Mike Medavoy is a big name in Hollywood, a man who has headed four studios, been involved with movies as various as One Flew over the Cuckoo's Nest, Annie Hall and The Silence of the Lambs and won a reputation as one of the last of the old breed of cigar-chewing moguls. Now he is planning to tell his story, his view of how Hollywood works and how it has changed over the years, with a host of stories about the stars and power players, in what his agent, Andrew Stuart of the Literary Group International, said will be the most authoritative book of its kind since William Goldman's Adventures in the Screen Trade. It has been sold to Paul Schnee at Pocket Books under the provisional title Inside the Dream Machine. The book will be co-written with Josh Young, a contributing editor at George magazine and Entertainment Weekly.

PRINCESS IN MANHATTAN

That's the idea behind an upcoming Avon YA title by Meggin Cabot, whose busy career seems to be on the move.
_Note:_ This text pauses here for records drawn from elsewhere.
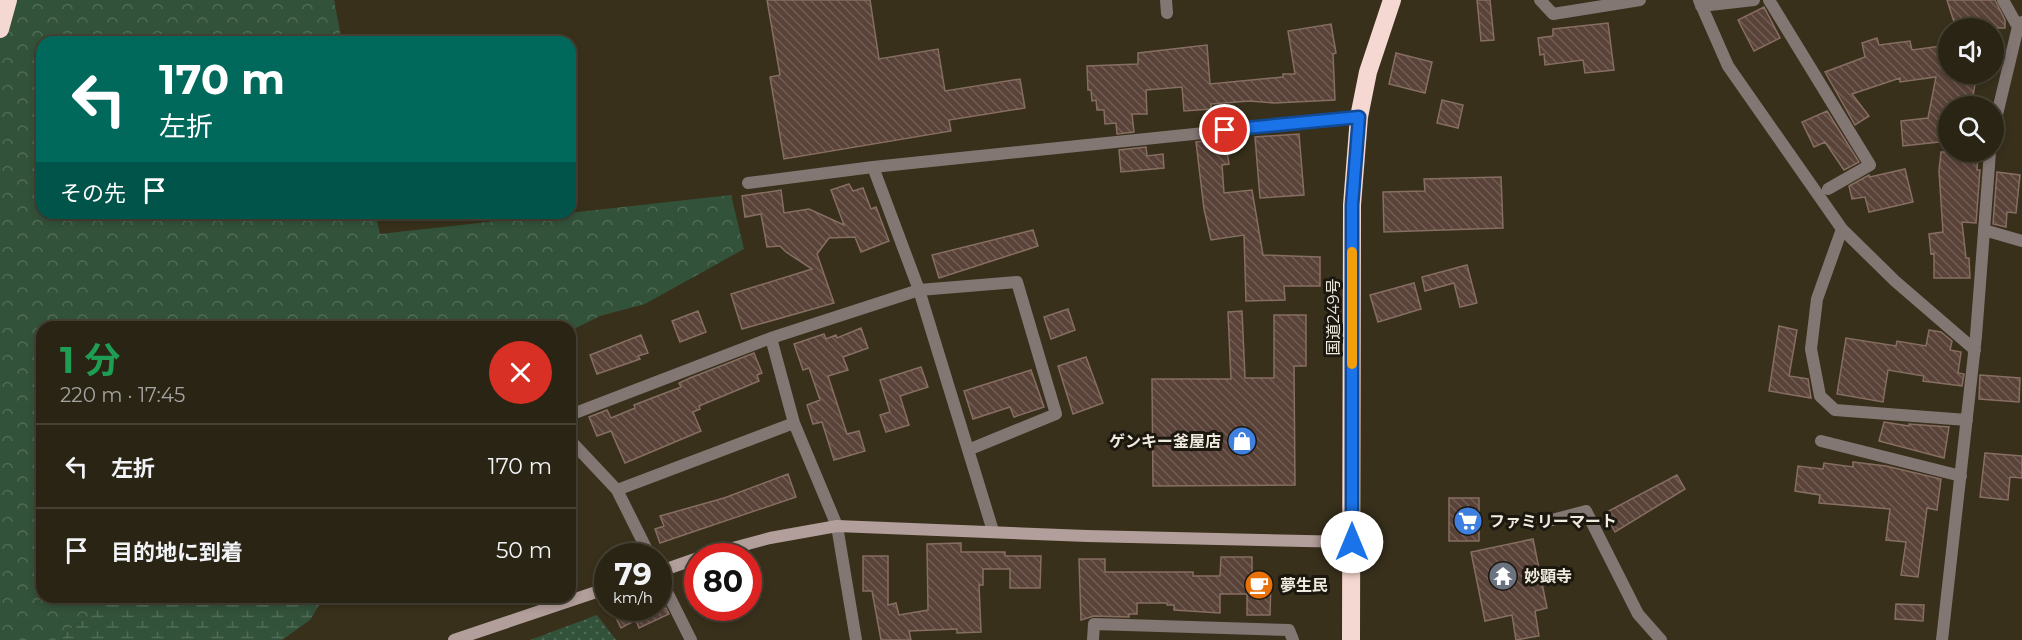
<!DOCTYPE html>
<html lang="ja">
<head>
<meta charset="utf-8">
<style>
	body { margin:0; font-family:Montserrat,"Noto Sans JP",sans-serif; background:#363022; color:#f1f3f6; height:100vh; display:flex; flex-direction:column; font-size:22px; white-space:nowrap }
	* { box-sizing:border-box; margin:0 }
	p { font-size:20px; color:#a5a4a0 }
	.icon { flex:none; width:33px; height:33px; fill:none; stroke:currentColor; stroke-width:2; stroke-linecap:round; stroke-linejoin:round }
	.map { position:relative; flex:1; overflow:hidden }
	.side { position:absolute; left:36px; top:321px; width:540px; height:282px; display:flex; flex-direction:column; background:#2a2414; border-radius:18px; box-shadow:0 3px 9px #0003,0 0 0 2px #464134 }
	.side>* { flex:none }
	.top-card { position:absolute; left:36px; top:36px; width:540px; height:183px; border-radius:18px; box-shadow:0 3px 9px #0003,0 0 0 2px #464134; background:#00695c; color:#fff; overflow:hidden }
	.tools { position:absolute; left:1938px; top:18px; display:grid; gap:12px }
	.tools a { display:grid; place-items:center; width:66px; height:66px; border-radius:50%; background:#2a2414; box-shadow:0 3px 9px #0003,0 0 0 2px #464134; font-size:30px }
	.speed { position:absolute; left:594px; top:543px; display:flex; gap:12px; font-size:30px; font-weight:700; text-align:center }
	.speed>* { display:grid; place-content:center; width:78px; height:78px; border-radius:50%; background:#2a2414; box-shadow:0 3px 9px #0003,0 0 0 2px #464134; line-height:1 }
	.speed small { font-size:15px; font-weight:400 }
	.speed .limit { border:9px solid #d22; background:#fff; color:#111 }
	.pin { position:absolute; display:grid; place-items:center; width:51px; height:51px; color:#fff; margin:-26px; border:3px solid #fff; border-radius:50%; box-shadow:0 2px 6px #0007 }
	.me { position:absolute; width:66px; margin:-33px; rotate:0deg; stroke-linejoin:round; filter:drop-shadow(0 0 4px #0008) }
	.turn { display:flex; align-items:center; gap:21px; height:126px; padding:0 24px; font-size:27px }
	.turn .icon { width:78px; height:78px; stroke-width:2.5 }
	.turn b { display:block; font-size:42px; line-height:51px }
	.then { display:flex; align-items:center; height:57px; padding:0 24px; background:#0003; gap:12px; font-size:22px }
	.round { display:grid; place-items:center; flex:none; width:63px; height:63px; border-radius:32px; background:#363022 }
	.head { display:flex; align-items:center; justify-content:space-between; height:102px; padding:0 24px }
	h1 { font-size:36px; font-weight:700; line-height:45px; color:#1e9e55 }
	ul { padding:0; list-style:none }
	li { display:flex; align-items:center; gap:18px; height:84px; padding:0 24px; border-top:2px solid #464134 }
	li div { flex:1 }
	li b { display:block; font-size:22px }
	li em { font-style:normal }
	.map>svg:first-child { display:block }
	.forest { fill:url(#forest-crowns) }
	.wetland { fill:url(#wetland-marsh) }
	.park { fill:url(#park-dots) }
	.building { fill:url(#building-back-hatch); stroke:#876e63; stroke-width:1.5 }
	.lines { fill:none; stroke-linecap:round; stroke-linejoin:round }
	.street { stroke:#837774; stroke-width:12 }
	.secondary { stroke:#b29e9a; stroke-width:12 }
	.highway { stroke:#f6d8d2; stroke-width:18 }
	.route-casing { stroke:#114b97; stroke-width:15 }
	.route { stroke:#1a73e8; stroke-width:10 }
	.slow { stroke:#f59e0b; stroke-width:10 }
	.labels { text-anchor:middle; stroke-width:6; stroke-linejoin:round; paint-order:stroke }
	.street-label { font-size:16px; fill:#f0ebde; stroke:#1c180f }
	.poi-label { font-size:16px; font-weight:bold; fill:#f0ebde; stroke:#1c180f; text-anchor:start }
</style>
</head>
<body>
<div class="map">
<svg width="2022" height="640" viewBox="0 0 2022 640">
	<defs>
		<pattern id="forest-crowns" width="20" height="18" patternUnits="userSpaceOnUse" patternTransform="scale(1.5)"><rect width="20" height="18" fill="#33523a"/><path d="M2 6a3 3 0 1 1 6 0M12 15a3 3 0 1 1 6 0" fill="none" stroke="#516b56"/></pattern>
		<pattern id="wetland-marsh" width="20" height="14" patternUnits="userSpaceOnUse" patternTransform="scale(1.5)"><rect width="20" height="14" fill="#33523a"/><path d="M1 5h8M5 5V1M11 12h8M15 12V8" fill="none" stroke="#516b56"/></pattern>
		<pattern id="park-dots" width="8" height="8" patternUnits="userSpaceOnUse" patternTransform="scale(1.5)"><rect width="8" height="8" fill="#33523a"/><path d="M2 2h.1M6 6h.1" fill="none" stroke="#516b56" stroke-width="1.8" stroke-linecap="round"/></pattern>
		<pattern id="building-back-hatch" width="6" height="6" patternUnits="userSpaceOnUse" patternTransform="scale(1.5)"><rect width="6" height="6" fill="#594238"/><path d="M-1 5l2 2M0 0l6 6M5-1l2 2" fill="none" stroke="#715d54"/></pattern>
	</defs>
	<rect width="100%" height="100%" fill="#38301b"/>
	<path class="forest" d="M0 0H334L342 42H42V213H375L380 234 731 195 744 249 645 304 600 316 570 331V327H42V597H115L66 632 61 640H0Z"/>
	<path class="wetland" d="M115 597H324L310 620 282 640H61L66 632Z"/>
	<path class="park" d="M597 615 616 640H530Z"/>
	<path class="building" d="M767 0H870L879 59 938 49 945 91 1020 79 1025 108 949 120 951 131 784 159 770 77 780 75Z
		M1477 0H1490L1494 40 1481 41Z
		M1947 0H1995L2005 20V28H1956Z
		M1764 7 1780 38 1754 51 1738 20Z
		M1608 23 1614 70 1585 73 1583 60 1545 65 1544 54 1540 55 1538 38 1553 36V29Z
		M1331 24 1336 53 1333 54 1335 100 1274 103 1249 101 1211 104V109L1184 111 1182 87 1146 90 1147 114H1132L1134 132 1117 134 1116 123 1105 124 1104 110H1097L1096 100 1092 101 1091 90H1088L1087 66 1138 64V53L1207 45 1210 84 1283 77V74H1295L1288 31Z
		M1877 38 1879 45 1910 41 1912 50 1948 45V74H1977L1971 106H1948V141L1903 146 1901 121 1928 118 1936 77 1900 82V78L1852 94 1869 116 1855 125 1825 72 1865 57 1862 43Z
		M1396 53 1432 62 1425 93 1389 84Z
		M1442 100 1463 105 1458 128 1437 123Z
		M1827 111 1859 162 1844 170 1825 142 1814 147 1802 122Z
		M1299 134 1304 195 1260 198 1255 137Z
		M1225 139 1229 164 1222 165 1224 193 1252 190 1263 255 1320 257V286H1284L1285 300 1246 301 1244 235 1211 240 1204 209 1196 142Z
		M1146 147 1147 156 1163 154 1164 168 1121 172 1119 150Z
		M1941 152H1978L1977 170H1980L1976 223 1962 222 1966 258H1969L1970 278H1934V253L1931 254 1929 234 1943 232 1939 171Z
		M1905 169 1913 202 1869 212 1865 197 1852 199 1849 186 1869 175 1870 177Z
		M1997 172 2020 175 2016 213 2007 212 2006 227 1993 224Z
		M1501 177 1503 228 1384 232 1383 192 1425 191 1424 179Z
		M849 184 853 191 863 188 871 209 876 207 889 241 861 252 855 237 829 238 817 254 834 303 742 329 731 294 812 269 786 252 780 246 767 247 761 214 745 217 742 196 781 190 784 213 809 209 844 225 831 190Z
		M1033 230 1038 246 939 278 932 255Z
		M1467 265 1477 303 1460 307 1454 283 1425 291 1422 277Z
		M1414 283 1421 309 1378 322 1370 295Z
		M1068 309 1075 330 1051 339 1044 317Z
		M698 311 706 332 680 342 672 321Z
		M1242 311 1245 378H1274V315H1306V366H1294L1295 485 1153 486 1152 379H1231L1228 312Z
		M1779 326 1797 330 1789 376 1808 379 1811 398 1769 391Z
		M861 328 868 348 843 357 848 370 828 376 847 434 859 431 865 451 834 460 822 422 813 424 807 405 820 400 809 368 803 370 794 344 824 334 826 339 836 335 837 338Z
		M1929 330 1941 332 1952 341 1950 350 1961 352 1958 373 1964 374 1962 386 1923 381 1924 376 1888 370 1883 402 1837 394 1846 338 1896 346 1897 341 1926 346Z
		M641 335 648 353 638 356 640 359 597 374 590 355Z
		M754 353 762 373 757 375 759 381 699 406 700 409 693 412 701 431 625 463 611 431 597 436 589 417 607 410 611 418 635 408 634 405 681 387 679 383 690 378Z
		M1086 357 1103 403 1073 414 1058 366Z
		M921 367 928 387 900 396 909 425 886 432 880 415 890 412 880 380Z
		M1031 370 1044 407 1014 417 1010 407 973 419 964 391Z
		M1980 375 2020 378 2019 402 1979 399Z
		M1884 422 1909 426V424L1949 427 1944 458 1879 441Z
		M1985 453 2022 456V478L2010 477 2008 500 1980 497Z
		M1853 462 1886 466 1941 479 1937 510 1927 508 1918 577 1901 575 1906 542 1886 540 1890 509 1819 503 1820 495 1795 491 1798 466 1823 469 1824 463 1853 467Z
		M788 474 796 497 660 543 655 529 664 526 660 516 724 498Z
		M1677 475 1685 489 1615 532 1605 513Z
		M1449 498H1479V541H1449Z
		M1533 539 1547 608 1535 611 1539 636 1516 640 1512 615 1485 621 1471 552Z
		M961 543V552H1005V556H1041L1040 588H1010V569H983V585H979L981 632 957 633V629L909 631 911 640H881L872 591H863V556H888V605L896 603 899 615 928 610 927 544Z
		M1221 557H1252V577L1271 578 1270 615H1247V594H1220V613L1174 610V605H1167V603H1137V614H1129V617L1094 616 1081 620 1079 559H1105V572H1193V576H1220Z
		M1896 604 1924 605 1923 621 1895 619Z
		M626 608H666L669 614 639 628 636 620 621 628 614 614Z"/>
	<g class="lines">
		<path class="street" d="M1166 0 1167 13
			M1540 0 1553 14 1640 0
			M1699 0 1728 66 1842 229 1895 281 1975 350
			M1769 0 1870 165 1828 189
			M2003 0 2018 27
			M1701 6 1754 0
			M1994 127 2018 27 2022 22
			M873 167 919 290 993 531
			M748 183 873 167 1359 117
			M1842 229 1817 299 1811 349 1820 396 1835 410 1967 420
			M1984 230 2022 241
			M771 338 794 423 837 526 856 640
			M570 415 771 338 919 290 1017 282 1056 414 968 450
			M570 440 617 490 650 556
			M1821 441 1961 476
			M617 490 794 423
			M1548 521 1586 511 1638 614 1661 640
			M658 574 691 640
			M1093 640 1094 624 1289 630 1293 640
			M1942 640 1976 336 1990 152"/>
		<path class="secondary" d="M703 556 770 538 837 526 1087 536 1352 542
			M658 572 698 558
			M454 640 608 588"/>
		<path class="highway" d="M0 29 8 0
			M1351 640 1352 205 1359 117 1368 72 1392 0"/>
	</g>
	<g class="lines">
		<g class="route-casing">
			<path id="route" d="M1225 130 1359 117 1352 205V542"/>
		</g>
		<use href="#route" class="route"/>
		<path class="slow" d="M1352 252V364"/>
	</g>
	<defs>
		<g id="shop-disc" transform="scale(1.5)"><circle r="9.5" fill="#3f7fe0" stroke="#1c180f"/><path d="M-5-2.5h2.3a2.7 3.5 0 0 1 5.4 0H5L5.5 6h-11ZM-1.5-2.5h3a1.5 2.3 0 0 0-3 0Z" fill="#fff"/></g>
		<g id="supermarket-disc" transform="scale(1.5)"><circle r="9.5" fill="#3f7fe0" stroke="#1c180f"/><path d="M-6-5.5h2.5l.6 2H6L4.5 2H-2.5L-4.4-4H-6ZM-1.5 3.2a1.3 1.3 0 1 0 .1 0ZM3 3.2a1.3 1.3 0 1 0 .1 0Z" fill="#fff"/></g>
		<g id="temple-disc" transform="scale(1.5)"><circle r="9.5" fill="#6b7280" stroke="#1c180f"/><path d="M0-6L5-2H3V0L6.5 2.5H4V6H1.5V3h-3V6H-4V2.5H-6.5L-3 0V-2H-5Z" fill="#fff"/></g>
		<g id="cafe-disc" transform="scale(1.5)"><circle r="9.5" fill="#e8710a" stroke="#1c180f"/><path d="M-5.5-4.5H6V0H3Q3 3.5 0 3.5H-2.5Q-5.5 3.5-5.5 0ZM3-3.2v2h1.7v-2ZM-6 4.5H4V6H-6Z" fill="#fff"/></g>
	</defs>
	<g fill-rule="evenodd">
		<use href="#shop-disc" x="1242" y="441"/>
		<use href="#supermarket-disc" x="1468" y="521"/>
		<use href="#temple-disc" x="1503" y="576"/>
		<use href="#cafe-disc" x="1259" y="585"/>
	</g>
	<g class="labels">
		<g class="street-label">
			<text transform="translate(1333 317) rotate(-90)" y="6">国道249号</text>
		</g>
		<g class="poi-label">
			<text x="1221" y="447" text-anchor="end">ゲンキー釜屋店</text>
			<text x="1489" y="527">ファミリーマート</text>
			<text x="1524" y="582">妙顕寺</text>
			<text x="1280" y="591">夢生民</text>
		</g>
	</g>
</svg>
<div class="tools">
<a><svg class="icon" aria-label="sound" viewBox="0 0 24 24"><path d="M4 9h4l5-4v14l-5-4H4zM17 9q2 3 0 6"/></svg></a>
<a><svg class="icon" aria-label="search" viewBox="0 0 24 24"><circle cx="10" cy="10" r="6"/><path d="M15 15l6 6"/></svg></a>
</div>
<div class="speed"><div>79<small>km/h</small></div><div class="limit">80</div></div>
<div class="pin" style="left:1225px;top:130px;background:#d93025"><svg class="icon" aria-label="arrive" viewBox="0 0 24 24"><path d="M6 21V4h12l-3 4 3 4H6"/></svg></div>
<svg class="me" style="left:1352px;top:542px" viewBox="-20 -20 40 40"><circle r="19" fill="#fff"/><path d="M0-13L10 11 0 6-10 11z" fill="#1a73e8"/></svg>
<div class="top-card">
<div class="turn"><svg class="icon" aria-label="left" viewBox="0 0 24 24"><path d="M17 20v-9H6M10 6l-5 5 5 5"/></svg><div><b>170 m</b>左折</div></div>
<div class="then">その先<svg class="icon" aria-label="arrive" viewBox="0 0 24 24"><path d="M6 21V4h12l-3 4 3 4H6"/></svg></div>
</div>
<section class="side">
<div class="head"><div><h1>1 分</h1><p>220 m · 17:45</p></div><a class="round" style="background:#d93025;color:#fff"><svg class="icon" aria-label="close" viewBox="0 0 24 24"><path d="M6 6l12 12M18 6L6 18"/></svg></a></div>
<ul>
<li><svg class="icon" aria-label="left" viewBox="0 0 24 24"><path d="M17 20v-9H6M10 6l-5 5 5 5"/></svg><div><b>左折</b></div><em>170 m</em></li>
<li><svg class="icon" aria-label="arrive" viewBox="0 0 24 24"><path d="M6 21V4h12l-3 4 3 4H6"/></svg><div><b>目的地に到着</b></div><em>50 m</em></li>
</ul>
</section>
</div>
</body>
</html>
Disney paid six figures for an option on Cabot's The Princess Diaries, about a Manhattan teenager whose father turns out to be a European prince, a fact that wreaks havoc on her life in high school. The deal -- made with Whitney Houston's Brownhouse Productions by William Morris's Bill Contardi, acting on behalf of Cabot's agent, Laura Langlie at Kidde, Hoyt & Picard -- precedes the appearance of the book by 10 months; it's due next June, edited by Avon's Abigail McAden. Langlie has also sold a four-book YA series by Cabot, writing as Jenny Carroll, to Ingrid Van der Leeden at Pocket for its new Pulse imprint. The series is called the Mediator; again Contardi is seeking film deals based on its characters. Cabot has another career, as a writer of historical romance for St. Martin's under the name Patricia Cabot. This career is a solid 18 months old, with two titles already out and a third, An Improper Proposal, due in November. Her editor at St. Martin's is Jennifer Weis (with her work habits, she needs as many editors as pen names).

SHORT TAKES

Someone who writes exclusively romance, and has become a bestseller at it, is Karen Robards, whom Pocket Books' Caroline Tolley has just taken over as a house author (from Delacorte) in a seven-figure preemptive deal with agent Steve Axelrod for world hard-soft rights to two new books. The first is due for publication late next year.... It's true that the e-book edition of Martin Dugard's Knockdown beat his own hardcover into print (Hot Deals, Aug. 23). We are reminded, however, that McGraw-Hill's The Fatal Storm by Rob Mundle shipped June 28, thereby beating all rivals.